PROVIDED INFORMATION:
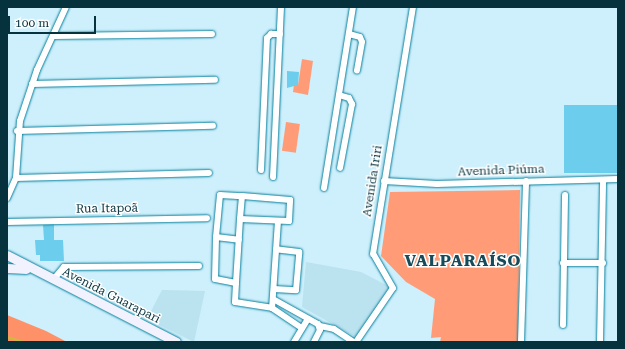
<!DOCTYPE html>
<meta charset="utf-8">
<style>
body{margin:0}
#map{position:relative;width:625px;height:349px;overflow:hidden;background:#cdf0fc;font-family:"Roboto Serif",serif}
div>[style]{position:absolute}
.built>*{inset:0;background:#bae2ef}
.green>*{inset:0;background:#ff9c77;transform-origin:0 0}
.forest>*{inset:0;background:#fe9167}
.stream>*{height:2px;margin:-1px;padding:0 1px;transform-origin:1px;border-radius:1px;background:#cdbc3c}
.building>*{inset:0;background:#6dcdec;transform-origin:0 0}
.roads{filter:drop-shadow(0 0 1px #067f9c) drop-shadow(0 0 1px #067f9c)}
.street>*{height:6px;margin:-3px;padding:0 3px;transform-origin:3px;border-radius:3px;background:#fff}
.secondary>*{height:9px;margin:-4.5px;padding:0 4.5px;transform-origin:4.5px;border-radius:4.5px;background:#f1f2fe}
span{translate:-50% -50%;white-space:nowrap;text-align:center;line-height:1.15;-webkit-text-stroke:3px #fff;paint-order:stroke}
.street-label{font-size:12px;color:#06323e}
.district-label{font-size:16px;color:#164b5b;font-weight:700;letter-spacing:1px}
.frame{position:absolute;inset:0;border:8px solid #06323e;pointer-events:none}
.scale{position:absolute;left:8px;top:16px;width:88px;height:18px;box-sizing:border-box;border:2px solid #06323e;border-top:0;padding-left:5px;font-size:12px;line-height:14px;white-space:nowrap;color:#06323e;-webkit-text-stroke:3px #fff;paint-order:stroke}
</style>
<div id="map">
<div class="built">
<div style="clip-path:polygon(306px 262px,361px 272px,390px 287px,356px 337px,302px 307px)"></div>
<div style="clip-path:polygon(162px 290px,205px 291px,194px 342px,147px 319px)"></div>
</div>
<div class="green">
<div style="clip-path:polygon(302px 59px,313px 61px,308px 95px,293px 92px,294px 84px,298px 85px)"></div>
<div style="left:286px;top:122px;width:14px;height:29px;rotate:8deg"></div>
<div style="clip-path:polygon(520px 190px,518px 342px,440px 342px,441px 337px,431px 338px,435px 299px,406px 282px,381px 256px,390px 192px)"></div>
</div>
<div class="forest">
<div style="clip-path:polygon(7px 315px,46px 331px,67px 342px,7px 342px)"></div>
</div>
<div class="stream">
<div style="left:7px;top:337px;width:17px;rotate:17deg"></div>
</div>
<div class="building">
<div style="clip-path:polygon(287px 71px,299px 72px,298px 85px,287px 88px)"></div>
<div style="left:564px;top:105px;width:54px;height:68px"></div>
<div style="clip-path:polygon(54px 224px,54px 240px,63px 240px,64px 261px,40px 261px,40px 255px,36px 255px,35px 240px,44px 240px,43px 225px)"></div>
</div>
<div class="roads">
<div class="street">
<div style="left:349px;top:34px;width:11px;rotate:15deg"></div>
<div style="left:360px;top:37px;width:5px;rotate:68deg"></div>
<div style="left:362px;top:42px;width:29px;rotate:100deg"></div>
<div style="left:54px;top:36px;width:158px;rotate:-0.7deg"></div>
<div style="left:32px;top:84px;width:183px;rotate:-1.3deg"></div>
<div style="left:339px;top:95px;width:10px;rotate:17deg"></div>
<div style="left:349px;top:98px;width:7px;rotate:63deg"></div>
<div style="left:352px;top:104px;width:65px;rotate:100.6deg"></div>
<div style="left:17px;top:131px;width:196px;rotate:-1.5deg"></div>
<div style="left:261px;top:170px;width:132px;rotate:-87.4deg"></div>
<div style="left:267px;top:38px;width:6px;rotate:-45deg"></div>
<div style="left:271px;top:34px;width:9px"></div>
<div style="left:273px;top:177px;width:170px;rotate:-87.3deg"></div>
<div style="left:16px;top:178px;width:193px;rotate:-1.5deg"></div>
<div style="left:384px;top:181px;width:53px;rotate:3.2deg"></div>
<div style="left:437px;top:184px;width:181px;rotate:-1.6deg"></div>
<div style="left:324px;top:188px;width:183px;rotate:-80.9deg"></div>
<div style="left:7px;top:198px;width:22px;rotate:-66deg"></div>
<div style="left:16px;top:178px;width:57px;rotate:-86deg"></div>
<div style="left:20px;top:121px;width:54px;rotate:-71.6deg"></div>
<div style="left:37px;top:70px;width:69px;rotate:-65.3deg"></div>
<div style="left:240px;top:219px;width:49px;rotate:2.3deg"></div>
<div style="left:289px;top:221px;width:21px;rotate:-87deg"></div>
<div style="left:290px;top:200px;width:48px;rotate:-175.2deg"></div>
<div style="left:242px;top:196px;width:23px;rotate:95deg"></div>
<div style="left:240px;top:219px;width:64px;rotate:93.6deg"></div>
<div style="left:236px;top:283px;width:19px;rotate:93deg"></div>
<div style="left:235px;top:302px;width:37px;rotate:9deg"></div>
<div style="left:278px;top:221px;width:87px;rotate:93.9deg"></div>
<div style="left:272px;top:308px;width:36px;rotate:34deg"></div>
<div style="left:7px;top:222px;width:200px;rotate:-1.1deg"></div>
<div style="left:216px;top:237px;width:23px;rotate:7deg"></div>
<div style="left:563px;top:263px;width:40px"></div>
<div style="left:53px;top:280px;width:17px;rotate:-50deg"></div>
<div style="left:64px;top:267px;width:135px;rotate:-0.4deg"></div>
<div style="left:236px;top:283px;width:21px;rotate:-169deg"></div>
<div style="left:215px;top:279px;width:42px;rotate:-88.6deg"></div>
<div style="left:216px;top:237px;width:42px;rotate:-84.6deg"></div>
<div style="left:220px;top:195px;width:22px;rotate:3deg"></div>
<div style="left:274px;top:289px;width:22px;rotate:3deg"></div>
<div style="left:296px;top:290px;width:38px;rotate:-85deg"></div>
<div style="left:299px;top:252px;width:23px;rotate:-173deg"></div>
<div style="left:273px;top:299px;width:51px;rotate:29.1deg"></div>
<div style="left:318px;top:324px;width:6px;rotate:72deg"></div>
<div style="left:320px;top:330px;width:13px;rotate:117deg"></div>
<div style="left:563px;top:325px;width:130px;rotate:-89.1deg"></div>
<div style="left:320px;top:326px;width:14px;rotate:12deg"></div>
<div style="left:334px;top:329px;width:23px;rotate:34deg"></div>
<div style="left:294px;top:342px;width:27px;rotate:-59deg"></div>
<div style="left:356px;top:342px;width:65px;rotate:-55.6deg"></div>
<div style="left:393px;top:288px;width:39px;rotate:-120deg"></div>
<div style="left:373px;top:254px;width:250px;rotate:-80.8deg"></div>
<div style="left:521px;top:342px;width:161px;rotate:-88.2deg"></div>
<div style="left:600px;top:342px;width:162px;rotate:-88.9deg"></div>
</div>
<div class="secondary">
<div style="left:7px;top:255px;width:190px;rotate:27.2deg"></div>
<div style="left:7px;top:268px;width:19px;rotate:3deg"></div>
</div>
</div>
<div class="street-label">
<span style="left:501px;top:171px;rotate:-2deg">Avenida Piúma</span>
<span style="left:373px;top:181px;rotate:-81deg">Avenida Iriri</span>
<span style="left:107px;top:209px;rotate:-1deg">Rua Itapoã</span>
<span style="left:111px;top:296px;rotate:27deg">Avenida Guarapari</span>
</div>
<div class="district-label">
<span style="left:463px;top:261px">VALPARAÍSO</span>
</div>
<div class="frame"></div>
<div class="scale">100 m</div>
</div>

WHAT TO WORK ON: Pictures should not appear; only the lines from the start of the listing above to the line containing "1px #067f9c) drop-shadow(0", both ends included, are to be repeated exactly.

SOLVED EXERCISE:
<!DOCTYPE html>
<meta charset="utf-8">
<style>
body{margin:0}
#map{position:relative;width:625px;height:349px;overflow:hidden;background:#cdf0fc;font-family:"Roboto Serif",serif}
div>[style]{position:absolute}
.built>*{inset:0;background:#bae2ef}
.green>*{inset:0;background:#ff9c77;transform-origin:0 0}
.forest>*{inset:0;background:#fe9167}
.stream>*{height:2px;margin:-1px;padding:0 1px;transform-origin:1px;border-radius:1px;background:#cdbc3c}
.building>*{inset:0;background:#6dcdec;transform-origin:0 0}
.roads{filter:drop-shadow(0 0 1px #067f9c) drop-shadow(0 0 1px #067f9c)}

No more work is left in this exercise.